Clinical, biochemical and molecular characterization of Korean patients with mucolipidosis II/III and successful prenatal diagnosis

Abstract

Background: Mucolipidosis types II and III (ML II/III) are autosomal recessive disorders caused by a deficiency in the lysosomal enzyme N-acetylglucosamine-1-phosphotransferase. We investigated the molecular genetic characteristics of the GNPTAB gene, which codes for the alpha/beta subunits of a phosphotransferase, in Korean ML II/III patients. We included prenatal tests and evaluated the spectrum of mutations in East Asian populations with ML II/III through a literature review.

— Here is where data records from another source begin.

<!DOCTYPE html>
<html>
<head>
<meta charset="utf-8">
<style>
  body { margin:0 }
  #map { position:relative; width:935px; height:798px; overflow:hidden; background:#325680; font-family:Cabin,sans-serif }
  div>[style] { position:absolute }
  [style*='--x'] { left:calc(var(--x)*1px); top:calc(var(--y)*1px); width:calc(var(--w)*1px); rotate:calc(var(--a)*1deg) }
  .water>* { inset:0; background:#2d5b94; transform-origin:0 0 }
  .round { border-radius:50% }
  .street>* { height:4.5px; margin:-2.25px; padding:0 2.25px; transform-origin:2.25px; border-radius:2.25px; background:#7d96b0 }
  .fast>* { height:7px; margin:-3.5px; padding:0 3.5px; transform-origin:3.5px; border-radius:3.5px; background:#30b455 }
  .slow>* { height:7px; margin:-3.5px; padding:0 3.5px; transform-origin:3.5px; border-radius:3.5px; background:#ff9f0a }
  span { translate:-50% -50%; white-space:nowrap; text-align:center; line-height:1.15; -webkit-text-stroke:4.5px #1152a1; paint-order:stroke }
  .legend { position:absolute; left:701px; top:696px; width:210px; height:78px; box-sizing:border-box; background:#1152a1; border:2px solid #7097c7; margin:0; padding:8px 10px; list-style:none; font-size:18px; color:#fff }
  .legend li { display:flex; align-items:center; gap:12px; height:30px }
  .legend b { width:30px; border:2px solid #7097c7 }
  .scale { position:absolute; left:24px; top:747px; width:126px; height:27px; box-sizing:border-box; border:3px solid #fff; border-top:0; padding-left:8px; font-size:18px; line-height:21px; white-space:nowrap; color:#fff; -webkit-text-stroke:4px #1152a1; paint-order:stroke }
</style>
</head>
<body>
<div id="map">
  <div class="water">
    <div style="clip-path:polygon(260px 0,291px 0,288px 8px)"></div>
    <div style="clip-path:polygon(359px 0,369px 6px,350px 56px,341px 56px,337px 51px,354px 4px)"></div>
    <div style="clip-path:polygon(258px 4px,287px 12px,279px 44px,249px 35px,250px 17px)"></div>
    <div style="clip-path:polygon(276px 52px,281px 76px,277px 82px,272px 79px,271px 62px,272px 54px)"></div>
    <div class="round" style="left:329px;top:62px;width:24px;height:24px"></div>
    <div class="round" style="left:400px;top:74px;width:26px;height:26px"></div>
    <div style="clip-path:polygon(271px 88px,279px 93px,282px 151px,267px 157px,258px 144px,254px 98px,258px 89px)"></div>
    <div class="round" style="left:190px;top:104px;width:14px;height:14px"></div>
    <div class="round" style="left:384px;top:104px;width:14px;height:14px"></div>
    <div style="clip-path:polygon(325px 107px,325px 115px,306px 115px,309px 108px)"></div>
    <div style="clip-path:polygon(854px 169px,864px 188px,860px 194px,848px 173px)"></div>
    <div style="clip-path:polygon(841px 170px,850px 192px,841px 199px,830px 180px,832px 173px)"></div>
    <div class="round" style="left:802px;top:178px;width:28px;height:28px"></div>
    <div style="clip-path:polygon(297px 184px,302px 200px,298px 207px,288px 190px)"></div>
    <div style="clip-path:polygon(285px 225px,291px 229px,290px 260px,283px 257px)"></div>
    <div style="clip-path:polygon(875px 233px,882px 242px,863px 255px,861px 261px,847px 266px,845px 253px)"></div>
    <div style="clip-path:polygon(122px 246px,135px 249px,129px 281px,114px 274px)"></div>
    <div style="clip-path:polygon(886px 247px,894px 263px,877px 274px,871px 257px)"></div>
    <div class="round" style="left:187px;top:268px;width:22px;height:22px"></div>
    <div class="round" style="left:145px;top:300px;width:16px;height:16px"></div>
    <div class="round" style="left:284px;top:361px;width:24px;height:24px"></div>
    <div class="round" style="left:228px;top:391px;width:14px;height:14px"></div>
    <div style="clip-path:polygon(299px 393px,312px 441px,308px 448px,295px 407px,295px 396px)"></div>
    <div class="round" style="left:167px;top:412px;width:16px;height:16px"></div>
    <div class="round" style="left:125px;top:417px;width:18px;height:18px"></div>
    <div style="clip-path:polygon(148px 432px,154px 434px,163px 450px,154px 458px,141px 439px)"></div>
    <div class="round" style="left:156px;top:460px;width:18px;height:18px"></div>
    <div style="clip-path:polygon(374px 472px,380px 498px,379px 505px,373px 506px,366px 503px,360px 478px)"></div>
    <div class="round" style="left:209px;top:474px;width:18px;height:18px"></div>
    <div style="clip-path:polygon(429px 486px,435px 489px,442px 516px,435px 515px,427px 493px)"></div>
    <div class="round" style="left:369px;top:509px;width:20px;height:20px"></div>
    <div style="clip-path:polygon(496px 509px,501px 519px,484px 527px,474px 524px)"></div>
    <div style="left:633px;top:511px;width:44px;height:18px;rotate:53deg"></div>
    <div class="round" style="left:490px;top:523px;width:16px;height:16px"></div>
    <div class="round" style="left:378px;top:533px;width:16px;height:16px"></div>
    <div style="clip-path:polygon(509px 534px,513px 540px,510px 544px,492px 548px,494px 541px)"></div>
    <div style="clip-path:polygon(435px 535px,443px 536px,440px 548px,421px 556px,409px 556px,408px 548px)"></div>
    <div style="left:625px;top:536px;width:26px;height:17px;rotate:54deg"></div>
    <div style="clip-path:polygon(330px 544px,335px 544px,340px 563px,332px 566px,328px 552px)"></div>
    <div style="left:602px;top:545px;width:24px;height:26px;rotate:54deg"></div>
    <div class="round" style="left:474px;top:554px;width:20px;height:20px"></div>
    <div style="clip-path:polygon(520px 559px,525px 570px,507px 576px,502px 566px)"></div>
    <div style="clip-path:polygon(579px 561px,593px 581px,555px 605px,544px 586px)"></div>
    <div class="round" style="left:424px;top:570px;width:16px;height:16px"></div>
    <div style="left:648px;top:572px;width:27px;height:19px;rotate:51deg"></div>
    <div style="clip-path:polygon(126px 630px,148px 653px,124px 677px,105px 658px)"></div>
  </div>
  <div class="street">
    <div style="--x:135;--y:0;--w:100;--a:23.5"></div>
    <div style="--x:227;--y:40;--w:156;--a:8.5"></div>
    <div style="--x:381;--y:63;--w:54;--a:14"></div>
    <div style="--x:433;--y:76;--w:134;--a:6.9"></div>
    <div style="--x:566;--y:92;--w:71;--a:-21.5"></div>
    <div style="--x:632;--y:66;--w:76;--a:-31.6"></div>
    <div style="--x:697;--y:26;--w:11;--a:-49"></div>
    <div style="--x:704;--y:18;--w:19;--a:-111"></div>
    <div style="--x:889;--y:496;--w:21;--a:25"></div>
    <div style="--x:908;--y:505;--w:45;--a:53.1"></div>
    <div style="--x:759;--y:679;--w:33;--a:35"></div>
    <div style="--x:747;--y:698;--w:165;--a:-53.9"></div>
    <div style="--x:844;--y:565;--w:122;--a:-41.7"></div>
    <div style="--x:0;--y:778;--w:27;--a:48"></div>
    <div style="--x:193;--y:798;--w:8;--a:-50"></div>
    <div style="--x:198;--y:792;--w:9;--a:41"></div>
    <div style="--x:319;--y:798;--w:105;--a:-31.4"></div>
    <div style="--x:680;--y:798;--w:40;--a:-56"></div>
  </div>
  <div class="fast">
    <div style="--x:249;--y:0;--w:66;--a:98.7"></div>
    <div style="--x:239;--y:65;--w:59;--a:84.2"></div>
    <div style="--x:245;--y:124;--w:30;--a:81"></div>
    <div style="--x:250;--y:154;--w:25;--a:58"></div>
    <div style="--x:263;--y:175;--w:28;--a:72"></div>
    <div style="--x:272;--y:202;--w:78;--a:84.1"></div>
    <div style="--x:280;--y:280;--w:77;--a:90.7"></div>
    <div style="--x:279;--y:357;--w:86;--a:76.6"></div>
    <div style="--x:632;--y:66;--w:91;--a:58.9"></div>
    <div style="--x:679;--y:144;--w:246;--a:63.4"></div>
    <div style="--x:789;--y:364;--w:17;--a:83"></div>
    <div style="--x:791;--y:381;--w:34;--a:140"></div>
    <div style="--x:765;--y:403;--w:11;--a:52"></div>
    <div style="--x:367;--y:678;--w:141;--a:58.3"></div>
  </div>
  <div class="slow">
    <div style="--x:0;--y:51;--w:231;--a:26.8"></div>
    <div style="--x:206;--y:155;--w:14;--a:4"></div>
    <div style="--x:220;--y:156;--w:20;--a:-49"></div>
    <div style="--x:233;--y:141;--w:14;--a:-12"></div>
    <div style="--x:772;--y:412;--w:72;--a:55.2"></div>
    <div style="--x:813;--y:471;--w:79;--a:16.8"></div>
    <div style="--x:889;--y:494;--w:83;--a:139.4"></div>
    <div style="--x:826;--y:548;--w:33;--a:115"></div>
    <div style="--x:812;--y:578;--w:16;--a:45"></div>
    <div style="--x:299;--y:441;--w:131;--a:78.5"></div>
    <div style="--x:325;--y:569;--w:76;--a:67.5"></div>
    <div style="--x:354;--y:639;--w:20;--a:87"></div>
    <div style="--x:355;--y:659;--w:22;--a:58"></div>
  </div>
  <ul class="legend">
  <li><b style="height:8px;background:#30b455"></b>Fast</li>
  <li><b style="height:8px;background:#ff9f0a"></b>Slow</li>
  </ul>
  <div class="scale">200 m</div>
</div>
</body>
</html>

Methods: Seven patients from six families were enrolled in the study including two prenatal tests using chorionic villi samples. A diagnosis of ML II/III was made based on clinical findings and increases in serum lysosomal enzyme levels. PCR and direct sequencing were performed to identify GNPTAB mutations.

Results: We found 14 mutant alleles including seven known mutations of c.2189delT (p.Leu730fs* 7), c.1090C ˃ T (p.Arg364*), c.2681G ˃ A (p.Trp894*), c.3565C ˃ T (p.Arg1189*), c.310C ˃ T (p.Gln104*), c.1071G ˃ A (p.Trp357*) and c.2574_2575delGA (p.Asn859Glnfs* 2). Four were novel variants of unknown significance: c.992A ˃ G (p.Tyr331Cys), c. 666 T ˃ A (p.Leu889*), c.637-6 T ˃ G (p.Thr213Phefs* 11), and c.471_472delTT (p.Tyr158Serfs* 8). Family studies revealed the probands to be compound heterozygotes. The fetuses carried the same GNPTAB mutations as the mucolipidosis II/III probands in the prenatal diagnosis.

Conclusions: We identified GNPTAB mutations in all patients with ML II/III, but did not identify a hot spot in Korean patients. We successfully performed prenatal diagnosis using molecular investigation.